Pharmaceutical Biotechnology, Center of System-based Drug Research, Center for Nanoscience, Ludwig-Maximilians-University, Munich, Germany.
Mol Ther Nucleic Acids. 2012 Jan 31;1(1):e7. doi: 10.1038/mtna.2011.10.
Gene silencing mediated by small interfering RNA (siRNA) is a novel approach in the development of new cancer therapeutics. Polycations used for nucleic acid delivery still remain heterogeneous compounds, despite continuous progress in polymer synthetic technologies. Here we report the development of a structural defined folic acid polyethylene glycol (PEG) siRNA conjugate accessible via click chemistry yielding a monodisperse ligand-PEG-siRNA conjugate.
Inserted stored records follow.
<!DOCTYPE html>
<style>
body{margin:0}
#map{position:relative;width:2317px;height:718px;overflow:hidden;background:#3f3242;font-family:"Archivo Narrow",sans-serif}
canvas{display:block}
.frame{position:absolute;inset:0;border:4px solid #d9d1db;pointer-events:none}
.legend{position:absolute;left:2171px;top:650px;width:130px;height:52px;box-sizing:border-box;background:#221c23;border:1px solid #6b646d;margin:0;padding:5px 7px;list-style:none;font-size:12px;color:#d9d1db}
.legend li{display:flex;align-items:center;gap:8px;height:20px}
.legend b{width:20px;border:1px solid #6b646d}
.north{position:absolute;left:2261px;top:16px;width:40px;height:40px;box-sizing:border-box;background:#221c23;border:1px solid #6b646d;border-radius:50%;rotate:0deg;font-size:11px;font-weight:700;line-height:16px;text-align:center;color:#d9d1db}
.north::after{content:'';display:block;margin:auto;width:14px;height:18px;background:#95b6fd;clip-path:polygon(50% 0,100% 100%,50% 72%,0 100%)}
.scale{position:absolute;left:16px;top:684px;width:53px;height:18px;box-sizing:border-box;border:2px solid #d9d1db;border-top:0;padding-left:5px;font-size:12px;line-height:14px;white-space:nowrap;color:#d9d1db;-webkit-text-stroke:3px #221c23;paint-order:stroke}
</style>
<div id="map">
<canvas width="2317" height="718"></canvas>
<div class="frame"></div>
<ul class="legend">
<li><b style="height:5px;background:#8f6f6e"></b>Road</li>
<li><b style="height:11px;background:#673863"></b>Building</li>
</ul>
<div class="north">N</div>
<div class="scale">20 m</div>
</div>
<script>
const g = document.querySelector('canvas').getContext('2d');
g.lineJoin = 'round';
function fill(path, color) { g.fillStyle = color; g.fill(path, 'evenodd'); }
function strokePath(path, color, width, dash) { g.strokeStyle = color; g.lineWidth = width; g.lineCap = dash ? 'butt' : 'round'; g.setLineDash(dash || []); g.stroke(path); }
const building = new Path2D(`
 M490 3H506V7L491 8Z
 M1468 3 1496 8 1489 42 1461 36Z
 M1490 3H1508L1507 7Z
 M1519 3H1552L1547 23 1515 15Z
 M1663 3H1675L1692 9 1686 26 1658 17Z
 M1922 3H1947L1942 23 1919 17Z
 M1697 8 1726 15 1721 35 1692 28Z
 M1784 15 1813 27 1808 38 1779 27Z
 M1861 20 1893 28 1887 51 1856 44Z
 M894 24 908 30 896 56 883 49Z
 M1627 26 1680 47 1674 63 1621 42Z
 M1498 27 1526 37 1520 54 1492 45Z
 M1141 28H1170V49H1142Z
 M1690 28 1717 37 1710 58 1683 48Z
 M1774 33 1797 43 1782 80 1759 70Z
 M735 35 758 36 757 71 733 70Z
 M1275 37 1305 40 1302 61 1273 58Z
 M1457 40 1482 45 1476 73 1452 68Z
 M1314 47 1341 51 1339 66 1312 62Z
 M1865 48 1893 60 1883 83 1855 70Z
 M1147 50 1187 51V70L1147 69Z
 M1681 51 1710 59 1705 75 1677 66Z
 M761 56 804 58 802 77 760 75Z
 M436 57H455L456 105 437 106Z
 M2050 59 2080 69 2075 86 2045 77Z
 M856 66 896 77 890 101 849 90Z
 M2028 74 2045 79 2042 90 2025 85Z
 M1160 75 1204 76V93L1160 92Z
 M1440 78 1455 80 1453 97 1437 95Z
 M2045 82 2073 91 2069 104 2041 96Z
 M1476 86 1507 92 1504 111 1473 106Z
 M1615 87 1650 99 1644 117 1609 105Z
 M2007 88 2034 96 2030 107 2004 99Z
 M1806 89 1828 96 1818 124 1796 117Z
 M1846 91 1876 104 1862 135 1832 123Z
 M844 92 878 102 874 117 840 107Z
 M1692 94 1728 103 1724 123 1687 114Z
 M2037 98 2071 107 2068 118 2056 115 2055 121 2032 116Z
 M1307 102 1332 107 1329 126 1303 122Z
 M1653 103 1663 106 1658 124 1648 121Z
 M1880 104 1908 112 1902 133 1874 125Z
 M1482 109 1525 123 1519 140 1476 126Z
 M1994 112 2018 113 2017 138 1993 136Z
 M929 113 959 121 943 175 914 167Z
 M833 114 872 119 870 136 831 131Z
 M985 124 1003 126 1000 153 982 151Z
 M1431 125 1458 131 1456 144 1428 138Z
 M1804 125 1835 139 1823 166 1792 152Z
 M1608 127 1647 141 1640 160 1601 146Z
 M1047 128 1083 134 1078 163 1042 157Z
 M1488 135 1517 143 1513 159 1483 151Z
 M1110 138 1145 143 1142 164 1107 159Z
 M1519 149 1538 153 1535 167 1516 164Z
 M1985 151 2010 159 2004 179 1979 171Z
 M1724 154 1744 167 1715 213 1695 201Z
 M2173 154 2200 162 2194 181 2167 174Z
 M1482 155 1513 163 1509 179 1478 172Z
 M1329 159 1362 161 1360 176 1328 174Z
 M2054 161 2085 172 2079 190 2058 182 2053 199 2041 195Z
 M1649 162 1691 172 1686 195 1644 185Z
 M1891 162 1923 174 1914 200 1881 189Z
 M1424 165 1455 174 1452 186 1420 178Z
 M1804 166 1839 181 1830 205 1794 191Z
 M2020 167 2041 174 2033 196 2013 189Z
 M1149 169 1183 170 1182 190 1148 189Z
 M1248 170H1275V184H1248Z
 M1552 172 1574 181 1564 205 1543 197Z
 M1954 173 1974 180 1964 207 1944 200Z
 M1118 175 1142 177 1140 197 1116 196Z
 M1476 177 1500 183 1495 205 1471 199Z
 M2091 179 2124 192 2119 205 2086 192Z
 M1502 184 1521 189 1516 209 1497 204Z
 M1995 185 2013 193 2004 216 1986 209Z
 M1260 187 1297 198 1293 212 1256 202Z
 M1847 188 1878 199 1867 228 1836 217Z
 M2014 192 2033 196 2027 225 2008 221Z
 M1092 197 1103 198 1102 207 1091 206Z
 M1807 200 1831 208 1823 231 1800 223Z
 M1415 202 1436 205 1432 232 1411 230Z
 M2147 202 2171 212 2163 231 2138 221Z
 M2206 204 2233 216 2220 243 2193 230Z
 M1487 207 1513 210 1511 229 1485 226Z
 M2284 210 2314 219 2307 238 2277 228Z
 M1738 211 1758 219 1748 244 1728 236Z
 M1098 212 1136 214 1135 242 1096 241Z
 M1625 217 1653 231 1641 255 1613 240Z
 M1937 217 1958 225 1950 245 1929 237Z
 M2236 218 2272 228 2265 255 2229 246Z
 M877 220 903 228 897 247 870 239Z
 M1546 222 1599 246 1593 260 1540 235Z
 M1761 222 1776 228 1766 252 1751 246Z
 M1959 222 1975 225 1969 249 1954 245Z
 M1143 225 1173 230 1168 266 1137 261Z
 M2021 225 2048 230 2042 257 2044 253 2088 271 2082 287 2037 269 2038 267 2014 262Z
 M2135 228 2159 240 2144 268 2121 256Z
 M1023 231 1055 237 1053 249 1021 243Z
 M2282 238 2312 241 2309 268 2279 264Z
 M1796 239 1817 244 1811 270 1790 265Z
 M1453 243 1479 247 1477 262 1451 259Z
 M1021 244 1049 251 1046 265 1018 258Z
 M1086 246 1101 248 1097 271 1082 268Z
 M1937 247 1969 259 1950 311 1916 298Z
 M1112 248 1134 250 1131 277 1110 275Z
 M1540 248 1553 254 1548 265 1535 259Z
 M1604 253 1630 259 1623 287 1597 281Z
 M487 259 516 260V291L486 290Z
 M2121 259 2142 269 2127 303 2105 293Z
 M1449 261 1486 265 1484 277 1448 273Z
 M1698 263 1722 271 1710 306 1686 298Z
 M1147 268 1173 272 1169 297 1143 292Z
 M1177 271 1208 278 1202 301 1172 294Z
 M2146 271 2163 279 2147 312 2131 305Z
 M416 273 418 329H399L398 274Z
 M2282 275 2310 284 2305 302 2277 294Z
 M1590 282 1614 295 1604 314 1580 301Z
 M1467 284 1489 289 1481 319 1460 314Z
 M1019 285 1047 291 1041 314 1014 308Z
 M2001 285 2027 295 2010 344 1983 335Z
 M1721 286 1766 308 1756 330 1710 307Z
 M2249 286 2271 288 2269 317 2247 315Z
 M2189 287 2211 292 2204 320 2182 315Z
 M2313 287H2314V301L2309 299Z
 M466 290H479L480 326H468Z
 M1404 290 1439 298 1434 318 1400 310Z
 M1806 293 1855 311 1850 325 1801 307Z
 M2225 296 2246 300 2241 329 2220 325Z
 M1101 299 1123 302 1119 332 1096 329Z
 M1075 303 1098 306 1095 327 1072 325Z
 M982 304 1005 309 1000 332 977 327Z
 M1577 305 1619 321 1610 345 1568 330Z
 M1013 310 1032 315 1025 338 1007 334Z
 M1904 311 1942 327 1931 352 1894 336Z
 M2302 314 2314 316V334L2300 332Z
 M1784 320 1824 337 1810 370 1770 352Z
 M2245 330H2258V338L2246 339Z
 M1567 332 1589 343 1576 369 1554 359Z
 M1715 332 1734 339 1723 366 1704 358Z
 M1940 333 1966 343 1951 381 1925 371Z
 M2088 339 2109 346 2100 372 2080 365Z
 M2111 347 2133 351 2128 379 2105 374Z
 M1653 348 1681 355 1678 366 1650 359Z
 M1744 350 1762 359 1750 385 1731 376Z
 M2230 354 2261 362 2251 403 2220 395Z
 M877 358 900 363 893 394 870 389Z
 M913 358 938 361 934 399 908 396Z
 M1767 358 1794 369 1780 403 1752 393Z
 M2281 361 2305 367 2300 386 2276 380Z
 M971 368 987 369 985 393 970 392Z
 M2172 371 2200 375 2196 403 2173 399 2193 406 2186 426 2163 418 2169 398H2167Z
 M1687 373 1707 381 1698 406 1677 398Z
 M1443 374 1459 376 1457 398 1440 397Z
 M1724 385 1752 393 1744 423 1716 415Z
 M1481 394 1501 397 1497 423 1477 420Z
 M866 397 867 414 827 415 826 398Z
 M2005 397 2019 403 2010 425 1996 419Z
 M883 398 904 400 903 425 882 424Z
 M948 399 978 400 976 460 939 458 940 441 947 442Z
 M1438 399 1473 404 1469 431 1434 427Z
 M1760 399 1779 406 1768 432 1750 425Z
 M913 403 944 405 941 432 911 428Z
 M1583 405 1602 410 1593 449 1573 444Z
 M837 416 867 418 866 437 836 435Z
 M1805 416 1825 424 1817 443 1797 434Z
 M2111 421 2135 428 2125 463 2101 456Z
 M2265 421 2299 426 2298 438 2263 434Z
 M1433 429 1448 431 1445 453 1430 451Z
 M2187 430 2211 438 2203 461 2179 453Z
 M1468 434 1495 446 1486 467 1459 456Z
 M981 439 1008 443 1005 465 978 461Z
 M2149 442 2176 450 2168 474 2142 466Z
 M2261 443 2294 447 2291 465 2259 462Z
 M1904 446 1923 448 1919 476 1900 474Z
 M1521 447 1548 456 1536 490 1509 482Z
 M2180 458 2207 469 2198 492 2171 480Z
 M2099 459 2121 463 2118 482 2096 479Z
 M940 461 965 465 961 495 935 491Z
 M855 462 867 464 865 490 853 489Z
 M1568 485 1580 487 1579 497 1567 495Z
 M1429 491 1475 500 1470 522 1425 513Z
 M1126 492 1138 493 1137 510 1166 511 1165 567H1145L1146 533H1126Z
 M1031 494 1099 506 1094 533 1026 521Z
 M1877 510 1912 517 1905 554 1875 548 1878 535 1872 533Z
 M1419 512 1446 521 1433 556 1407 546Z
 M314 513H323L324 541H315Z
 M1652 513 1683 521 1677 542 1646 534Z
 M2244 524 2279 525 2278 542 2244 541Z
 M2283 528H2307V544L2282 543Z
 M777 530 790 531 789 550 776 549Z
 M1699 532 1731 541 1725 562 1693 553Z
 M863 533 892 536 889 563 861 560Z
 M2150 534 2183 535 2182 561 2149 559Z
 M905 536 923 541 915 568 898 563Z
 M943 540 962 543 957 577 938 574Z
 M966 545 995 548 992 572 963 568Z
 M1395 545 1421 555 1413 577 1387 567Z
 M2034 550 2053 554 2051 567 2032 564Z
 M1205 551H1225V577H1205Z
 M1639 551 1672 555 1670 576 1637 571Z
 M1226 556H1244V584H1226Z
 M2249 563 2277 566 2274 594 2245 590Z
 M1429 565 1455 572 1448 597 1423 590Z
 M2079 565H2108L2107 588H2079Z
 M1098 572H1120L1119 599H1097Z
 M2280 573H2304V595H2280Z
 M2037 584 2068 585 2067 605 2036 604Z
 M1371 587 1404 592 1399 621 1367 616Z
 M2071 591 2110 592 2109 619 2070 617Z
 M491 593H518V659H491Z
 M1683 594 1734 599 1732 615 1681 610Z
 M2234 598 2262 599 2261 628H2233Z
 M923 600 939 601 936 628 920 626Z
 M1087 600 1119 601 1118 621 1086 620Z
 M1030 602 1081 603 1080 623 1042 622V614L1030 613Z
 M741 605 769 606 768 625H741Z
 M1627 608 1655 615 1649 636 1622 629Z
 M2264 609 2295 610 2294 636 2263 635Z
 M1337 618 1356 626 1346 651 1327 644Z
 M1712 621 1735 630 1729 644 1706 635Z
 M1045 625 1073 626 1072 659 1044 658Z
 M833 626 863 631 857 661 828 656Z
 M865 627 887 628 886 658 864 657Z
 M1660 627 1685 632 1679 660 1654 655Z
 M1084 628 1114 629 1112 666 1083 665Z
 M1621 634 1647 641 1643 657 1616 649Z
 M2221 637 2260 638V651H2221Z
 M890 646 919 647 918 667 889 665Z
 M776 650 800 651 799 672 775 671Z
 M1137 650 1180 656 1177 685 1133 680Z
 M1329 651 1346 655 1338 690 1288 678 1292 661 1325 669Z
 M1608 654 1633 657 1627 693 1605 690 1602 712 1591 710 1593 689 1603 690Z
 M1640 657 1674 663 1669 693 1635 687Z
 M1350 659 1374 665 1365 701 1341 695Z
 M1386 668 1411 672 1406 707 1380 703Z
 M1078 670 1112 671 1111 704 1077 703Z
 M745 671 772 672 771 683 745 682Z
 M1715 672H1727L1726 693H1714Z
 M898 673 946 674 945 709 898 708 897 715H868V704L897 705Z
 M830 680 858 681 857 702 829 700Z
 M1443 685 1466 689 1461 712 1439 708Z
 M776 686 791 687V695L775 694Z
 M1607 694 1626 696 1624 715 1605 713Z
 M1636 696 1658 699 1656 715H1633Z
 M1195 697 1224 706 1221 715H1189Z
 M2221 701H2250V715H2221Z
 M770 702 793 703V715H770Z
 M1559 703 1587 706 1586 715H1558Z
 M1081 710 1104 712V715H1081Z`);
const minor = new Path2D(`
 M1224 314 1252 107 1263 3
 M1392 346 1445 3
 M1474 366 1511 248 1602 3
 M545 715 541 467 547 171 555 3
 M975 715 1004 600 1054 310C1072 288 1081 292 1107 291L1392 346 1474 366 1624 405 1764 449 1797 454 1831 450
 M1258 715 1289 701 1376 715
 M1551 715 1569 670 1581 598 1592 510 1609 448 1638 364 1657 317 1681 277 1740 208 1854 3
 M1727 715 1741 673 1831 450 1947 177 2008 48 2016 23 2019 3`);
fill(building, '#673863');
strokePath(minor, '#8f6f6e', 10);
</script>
The folic acid targeting ligand was synthesized by solid phase supported peptide chemistry. The conjugate was shown to be specifically internalized into folic acid receptor expressing cells. When combined with a structurally defined polycation, again synthesized with the precision of solid phase chemistry, efficient receptor specific gene silencing is achieved.
小干扰 RNA (siRNA)介导的基因沉默是开发新型癌症治疗方法的一种新方法。尽管聚合物合成技术不断取得进展,但用于核酸递送的聚阳离子仍然是异质化合物。在这里,我们报告了一种结构明确的叶酸聚乙二醇(PEG)siRNA 缀合物的开发,该缀合物可通过点击化学获得,生成单分散的配体-PEG-siRNA 缀合物。叶酸靶向配体通过固相支持的肽化学合成。该缀合物被证明可以特异性地被叶酸受体表达细胞内化。当与同样通过固相化学的精确性合成的结构明确的聚阳离子结合时,可实现有效的受体特异性基因沉默。